Editor’s Note: Felicia Kay is a National Certified Counselor and Licensed Professional Counselor working in Shreveport.

It is undoubtedly a stressful period in all our lives filled with self-isolation and social distancing. Amid all of the “check on your extrovert friends” social posts and jokes about how introverts were born ready for this, you may have started to feel some emotions you haven’t quite been able to place yet. But words like grief and PTSD sound so clinical and well, let’s faceit, scary, that you probably never thought of those words applying to you. We often reserve such designations for the loss of loved ones and people who have experienced significant emotional and physical trauma, not to mention our tendency to downplay our own experiences because someone else always has it worse, right?

As a counselor I do a lot of work with what is called disenfranchised grief, or grief that is experienced when a person suffers a loss that is not socially accepted or acknowledged as legitimate. You might have experienced this if you have recently complained about being out of work due to COVID-19 and someone teased you by saying that they wished they could stay home. The truth is we all have losses associated with this pandemic, whether it is loss of wages and work hours, loss of companionship, or loss of events we planned to attend. We may feel like it is disingenuous of us to mourn such losses when we know that others are suffering losses in health and deaths in their families. I want you to know that it is ok to feel how you feel and grieve these losses. In fact, it’s not only ok, its healthy. Get those emotions out!

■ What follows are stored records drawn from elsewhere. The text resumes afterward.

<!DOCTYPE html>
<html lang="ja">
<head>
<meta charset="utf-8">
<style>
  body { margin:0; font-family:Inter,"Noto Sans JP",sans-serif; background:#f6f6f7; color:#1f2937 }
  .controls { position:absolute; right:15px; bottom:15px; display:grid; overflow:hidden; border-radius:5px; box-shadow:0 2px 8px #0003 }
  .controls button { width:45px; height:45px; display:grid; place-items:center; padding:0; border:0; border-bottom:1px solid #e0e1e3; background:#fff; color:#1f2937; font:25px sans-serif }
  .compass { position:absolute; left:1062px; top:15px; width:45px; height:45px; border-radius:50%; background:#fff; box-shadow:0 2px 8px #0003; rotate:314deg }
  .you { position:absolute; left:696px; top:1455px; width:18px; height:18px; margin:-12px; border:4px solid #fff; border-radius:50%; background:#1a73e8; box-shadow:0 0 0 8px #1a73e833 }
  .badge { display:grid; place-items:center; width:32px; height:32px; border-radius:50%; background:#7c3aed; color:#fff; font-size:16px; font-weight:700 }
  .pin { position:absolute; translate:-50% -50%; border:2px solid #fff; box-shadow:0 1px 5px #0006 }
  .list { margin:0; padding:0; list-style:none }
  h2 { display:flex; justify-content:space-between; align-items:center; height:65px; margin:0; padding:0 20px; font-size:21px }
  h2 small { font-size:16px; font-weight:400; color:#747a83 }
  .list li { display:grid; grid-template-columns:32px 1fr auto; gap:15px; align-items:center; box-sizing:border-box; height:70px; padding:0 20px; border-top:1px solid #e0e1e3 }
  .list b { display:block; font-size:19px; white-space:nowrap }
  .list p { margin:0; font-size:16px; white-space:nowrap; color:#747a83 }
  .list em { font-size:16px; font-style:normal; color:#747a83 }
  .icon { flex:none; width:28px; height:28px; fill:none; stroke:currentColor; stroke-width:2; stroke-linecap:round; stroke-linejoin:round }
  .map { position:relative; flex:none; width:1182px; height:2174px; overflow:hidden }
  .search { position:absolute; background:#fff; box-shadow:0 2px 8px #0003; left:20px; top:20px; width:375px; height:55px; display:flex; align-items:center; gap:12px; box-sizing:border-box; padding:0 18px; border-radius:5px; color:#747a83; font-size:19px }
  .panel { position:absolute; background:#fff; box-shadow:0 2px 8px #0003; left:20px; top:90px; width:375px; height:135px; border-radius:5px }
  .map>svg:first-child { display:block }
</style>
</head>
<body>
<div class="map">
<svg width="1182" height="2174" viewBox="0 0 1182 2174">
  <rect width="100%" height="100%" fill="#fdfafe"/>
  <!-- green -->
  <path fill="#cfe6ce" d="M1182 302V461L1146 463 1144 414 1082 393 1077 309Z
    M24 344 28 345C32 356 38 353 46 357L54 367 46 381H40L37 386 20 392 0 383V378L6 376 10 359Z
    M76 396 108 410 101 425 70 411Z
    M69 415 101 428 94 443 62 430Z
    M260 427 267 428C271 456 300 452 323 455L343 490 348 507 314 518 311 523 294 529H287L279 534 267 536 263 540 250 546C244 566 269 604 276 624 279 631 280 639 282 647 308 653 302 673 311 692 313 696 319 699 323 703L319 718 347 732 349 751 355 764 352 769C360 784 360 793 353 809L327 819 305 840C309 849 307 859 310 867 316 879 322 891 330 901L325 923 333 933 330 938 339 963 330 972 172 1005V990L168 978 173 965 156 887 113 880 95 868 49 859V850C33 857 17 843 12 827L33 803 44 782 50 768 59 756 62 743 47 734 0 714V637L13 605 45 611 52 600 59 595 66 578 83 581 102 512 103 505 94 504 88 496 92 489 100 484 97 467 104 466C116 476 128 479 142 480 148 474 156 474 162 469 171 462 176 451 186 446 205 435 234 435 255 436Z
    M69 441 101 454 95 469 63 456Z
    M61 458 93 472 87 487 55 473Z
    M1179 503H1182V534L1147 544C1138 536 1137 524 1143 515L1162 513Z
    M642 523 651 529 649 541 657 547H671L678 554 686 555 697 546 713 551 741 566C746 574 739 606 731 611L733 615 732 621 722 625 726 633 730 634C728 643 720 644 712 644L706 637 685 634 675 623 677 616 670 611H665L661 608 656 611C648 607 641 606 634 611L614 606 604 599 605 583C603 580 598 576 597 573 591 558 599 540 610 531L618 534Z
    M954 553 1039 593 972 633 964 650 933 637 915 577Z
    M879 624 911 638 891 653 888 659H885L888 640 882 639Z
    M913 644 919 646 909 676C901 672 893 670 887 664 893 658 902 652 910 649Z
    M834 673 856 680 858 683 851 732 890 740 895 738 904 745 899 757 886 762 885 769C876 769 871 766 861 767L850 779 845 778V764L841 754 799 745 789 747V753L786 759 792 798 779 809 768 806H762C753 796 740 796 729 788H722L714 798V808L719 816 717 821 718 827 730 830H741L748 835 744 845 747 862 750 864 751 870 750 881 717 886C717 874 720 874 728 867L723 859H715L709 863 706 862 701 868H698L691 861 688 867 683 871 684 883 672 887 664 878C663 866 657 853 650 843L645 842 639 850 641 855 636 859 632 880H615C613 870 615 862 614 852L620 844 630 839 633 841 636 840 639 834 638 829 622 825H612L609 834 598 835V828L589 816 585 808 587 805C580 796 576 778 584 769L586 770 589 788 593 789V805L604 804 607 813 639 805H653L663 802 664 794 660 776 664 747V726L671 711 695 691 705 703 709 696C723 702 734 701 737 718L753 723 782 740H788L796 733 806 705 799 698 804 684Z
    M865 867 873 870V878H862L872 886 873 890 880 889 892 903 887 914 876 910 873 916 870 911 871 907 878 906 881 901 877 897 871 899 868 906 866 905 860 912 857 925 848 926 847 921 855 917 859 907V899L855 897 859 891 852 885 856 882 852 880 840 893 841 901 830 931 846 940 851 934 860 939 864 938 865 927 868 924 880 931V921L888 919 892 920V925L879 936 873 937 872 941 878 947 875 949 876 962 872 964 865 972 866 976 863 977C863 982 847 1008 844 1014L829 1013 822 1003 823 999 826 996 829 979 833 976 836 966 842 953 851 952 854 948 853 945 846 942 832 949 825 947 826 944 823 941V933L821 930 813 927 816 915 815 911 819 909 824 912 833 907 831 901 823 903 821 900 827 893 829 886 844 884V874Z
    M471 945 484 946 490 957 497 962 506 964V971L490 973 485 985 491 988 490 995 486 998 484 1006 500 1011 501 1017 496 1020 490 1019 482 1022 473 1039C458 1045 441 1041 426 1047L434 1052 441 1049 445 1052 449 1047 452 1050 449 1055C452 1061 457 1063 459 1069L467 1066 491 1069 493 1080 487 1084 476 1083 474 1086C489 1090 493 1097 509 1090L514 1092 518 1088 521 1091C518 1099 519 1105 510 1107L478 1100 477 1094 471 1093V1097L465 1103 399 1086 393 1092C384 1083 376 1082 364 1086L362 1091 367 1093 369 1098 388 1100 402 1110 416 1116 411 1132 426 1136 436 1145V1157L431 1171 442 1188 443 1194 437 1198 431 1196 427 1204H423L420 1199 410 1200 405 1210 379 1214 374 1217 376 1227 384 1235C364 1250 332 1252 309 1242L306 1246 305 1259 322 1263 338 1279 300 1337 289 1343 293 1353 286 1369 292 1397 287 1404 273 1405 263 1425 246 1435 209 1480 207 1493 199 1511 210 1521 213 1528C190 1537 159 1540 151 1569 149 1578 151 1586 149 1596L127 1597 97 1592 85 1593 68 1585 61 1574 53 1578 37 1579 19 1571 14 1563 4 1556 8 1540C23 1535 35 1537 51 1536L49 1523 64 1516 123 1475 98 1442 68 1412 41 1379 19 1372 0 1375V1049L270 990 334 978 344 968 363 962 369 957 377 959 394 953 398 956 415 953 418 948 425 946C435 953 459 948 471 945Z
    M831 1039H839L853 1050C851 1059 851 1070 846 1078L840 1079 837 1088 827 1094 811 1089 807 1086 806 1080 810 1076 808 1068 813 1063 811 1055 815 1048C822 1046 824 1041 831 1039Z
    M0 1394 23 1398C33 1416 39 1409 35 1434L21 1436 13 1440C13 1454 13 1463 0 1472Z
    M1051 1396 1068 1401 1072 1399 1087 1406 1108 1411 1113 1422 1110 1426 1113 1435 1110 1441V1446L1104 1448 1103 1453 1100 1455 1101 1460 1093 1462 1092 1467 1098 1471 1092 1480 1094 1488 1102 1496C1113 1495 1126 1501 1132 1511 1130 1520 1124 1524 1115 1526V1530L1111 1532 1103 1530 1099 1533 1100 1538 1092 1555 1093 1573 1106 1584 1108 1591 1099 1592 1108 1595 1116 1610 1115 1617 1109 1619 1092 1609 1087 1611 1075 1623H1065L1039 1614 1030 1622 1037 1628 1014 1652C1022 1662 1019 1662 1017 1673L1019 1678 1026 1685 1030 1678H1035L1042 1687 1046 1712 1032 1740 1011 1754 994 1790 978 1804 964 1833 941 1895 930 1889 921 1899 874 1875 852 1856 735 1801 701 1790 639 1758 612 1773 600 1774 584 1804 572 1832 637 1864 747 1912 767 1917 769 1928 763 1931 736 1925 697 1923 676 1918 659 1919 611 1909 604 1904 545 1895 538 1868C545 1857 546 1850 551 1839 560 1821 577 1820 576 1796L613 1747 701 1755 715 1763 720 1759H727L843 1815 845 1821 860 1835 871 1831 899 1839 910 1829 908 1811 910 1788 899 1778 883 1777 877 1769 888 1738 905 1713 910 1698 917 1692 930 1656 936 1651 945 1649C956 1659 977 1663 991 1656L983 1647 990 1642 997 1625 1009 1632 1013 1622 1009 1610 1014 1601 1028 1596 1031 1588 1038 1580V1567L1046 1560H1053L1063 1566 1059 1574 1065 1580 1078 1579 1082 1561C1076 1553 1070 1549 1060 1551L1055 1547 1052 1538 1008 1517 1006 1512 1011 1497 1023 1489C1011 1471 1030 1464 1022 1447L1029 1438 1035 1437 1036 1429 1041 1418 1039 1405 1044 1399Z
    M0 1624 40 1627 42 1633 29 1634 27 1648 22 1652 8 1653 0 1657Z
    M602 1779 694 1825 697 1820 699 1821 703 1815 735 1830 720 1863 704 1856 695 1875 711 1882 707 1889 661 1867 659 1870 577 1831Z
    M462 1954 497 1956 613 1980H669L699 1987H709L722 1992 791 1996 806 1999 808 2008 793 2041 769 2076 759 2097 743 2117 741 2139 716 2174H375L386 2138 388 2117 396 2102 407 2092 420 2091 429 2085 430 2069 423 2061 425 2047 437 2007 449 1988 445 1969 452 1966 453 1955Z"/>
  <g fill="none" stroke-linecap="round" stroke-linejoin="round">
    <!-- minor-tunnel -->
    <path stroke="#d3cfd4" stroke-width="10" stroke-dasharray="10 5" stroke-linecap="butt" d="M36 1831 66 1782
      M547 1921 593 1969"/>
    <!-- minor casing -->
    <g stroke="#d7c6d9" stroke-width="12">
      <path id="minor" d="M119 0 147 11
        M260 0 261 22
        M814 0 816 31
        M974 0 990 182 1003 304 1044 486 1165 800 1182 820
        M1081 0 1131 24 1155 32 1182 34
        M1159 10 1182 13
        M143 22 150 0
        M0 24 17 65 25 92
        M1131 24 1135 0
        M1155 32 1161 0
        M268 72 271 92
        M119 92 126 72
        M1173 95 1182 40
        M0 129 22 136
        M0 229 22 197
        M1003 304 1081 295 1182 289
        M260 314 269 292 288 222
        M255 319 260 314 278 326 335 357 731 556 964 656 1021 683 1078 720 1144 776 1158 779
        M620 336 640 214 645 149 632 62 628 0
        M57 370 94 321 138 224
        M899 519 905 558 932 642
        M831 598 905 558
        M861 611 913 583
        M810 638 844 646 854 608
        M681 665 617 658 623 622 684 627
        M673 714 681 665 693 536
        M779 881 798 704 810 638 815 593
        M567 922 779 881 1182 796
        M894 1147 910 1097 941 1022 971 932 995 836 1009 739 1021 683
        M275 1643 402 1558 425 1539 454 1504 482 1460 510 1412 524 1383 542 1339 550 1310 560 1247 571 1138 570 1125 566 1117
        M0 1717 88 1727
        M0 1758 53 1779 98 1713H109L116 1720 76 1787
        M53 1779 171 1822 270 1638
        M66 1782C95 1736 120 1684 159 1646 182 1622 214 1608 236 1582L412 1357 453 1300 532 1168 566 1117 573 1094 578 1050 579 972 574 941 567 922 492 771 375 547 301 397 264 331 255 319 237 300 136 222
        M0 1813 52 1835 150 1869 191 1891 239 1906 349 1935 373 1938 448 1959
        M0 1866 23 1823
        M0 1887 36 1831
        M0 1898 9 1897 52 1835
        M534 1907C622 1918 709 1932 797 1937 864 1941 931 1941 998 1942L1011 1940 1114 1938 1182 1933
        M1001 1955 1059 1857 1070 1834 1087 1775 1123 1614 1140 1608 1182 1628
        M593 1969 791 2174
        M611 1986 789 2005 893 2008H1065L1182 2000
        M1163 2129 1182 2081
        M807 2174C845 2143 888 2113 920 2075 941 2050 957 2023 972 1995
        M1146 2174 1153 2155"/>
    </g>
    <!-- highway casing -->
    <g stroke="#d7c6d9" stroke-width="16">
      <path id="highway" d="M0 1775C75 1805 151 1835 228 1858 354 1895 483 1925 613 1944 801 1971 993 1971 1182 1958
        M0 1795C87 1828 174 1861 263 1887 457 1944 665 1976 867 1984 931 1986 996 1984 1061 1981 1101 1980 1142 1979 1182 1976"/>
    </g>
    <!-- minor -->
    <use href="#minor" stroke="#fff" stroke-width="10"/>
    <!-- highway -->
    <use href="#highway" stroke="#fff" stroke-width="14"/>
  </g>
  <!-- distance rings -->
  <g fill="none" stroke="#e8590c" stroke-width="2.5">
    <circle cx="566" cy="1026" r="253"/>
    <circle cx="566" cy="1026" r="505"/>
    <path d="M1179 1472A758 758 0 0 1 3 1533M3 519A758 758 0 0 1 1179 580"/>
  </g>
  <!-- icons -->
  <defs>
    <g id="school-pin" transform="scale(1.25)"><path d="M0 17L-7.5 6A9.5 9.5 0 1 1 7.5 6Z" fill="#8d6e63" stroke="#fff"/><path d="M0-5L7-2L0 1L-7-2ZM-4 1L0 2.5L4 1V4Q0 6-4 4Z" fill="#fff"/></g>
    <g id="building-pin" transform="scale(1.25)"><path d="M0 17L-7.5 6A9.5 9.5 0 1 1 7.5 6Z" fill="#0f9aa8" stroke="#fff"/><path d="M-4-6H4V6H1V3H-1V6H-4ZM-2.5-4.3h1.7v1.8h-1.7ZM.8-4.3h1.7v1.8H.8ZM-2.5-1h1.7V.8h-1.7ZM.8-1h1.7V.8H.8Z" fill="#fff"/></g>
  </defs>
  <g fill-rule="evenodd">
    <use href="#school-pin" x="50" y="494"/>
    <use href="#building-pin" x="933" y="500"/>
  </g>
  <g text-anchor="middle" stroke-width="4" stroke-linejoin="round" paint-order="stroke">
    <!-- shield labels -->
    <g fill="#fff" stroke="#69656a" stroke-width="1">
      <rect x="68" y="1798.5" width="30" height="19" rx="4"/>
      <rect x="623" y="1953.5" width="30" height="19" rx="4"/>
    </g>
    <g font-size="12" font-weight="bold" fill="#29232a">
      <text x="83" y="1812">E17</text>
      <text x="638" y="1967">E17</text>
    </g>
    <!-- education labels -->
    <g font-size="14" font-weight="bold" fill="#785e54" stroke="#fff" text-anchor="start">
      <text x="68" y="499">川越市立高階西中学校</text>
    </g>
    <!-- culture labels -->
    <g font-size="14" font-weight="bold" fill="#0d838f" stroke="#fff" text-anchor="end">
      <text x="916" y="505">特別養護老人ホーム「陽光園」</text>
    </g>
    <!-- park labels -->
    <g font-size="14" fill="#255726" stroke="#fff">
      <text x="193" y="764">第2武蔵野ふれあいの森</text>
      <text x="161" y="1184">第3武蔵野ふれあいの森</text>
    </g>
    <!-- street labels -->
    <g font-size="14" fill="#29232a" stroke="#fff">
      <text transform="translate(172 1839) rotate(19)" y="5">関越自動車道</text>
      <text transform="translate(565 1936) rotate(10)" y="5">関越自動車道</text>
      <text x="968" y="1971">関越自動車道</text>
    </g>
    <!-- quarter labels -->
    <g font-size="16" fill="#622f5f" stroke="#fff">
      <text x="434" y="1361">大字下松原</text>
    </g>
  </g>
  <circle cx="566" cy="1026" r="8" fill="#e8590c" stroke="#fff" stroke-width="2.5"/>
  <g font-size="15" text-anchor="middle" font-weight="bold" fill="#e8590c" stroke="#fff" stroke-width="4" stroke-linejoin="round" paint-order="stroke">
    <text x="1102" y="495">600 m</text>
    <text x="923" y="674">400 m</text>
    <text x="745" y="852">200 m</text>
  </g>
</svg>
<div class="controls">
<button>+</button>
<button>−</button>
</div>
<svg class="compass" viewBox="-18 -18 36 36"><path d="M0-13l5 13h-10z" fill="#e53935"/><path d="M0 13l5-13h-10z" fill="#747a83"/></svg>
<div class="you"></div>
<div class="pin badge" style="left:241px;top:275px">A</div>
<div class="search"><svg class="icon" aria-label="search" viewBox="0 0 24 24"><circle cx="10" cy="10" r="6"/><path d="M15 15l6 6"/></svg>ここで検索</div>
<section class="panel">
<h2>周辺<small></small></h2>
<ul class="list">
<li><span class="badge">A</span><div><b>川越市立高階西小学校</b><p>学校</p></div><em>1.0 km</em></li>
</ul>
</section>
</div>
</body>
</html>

With words like “crisis”, “quarantine”, and even “martial law” buzzing around media channels, its completely understandable that anxiety is running high and many people are panicking. On one hand, it’s important that this pandemic is taken seriously by everyone. On another hand, long periods of heightened anxiety can cause long term effects like acute PTSD. Some common signs of PTSD include nightmares, feeling detached or numb, guilt, panic, anxiety, anger, depression, problems sleeping, changes in appetite, and avoidance of topics that trigger distress. Right now, feeling anxious all the time may seem like the new normal, so we start to not notice it as much even though it nevergoes away. It’s important that while you are checking in on your friends (while maintaining good social distancing practices), that you check in with yourself as well and notice if you are experiencing long periods of excessive stress. Don’t let a panic attack be your first warning sign. Self-care is as important now as ever.

What can we do? 

Stay in the present with Mindfulness

Practicing mindfulness is a great skill for staying in the moment and being self-aware. If you practice yoga, you are likely already familiar with mindfulness techniques. If you aren’t, I highly recommend searching for yoga nidra guided meditation on youtube or even apps on your phone. Don’t worry, yoga nidrawon’t make you stand on your head or put you in any twister like poses, in fact you don’t even have to move! An article on “Very Well Mind” has some great tips about using mindfulness for anxiety and PTSD. https://www.verywellmind.com/using-mindfulness-for-ptsd-2797588

Re-think your habits and routine

For many of us, our routines and regular plans have been completely disrupted. Forming new routines and adding new structure to your daily life now filled with pajama pants and zoom conference calls can possibly be the sanity saving technique you didn’t know you wanted or needed. We may also be clinging to those habits or routines that we still have out of a desperation to hang on to some normalcy while not realizing the added stress they are causing. For example, watching the news or scrolling social media for several hours may typically be commonplace for you. But if constant updates or news feeds filled with COVID-19 information is triggering emotional distress and you find yourself getting angry or overwhelmed, it may be helpful to cut back or limit your exposure to such information only during certain times of the day or only from a few trusted news sources. 

Focus on what you can control

I know I for one, recently realized I was having intense feelings of a loss of control over my life in the wake of this public health crisis, and I’m willing to bet I’m not the only one. With everything going on around us, it’s important to feel like we have a handle on something… anything. Look for the things in your life that you do have control over. Explore your hobbies. Switch up your chores to break the monotony. Plan watch parties online with friends. Regulate your sleep schedule so that you get enough sleep but aren’t sleeping all day. Find ways to make meaningful connections with others. 

Find something to laugh about

I am a firm believer in laughter is the best medicine. Judging by the number of coronavirus memes, I think it’s safe to say that many of you agree with me. I suddenly understand why so many nursery rhymes are based on events like the plague. I’m so glad that we are living in the age of technology with TikTok, Insta, and YouTube at our fingertips. There is something out there for everyone to laugh at. Make finding something funny part of your new daily routine.

Share

We are so often socialized to ignore our own struggles when we feel that others are suffering more. Now it is increasinglyimportant that we share what we are feeling and experiencing with each other. Let others know they aren’t alone. Break the stigma of disenfranchised grief. You are not invalidating another person’s feelings just because you are upset that Taco Wars was canceled, I promise!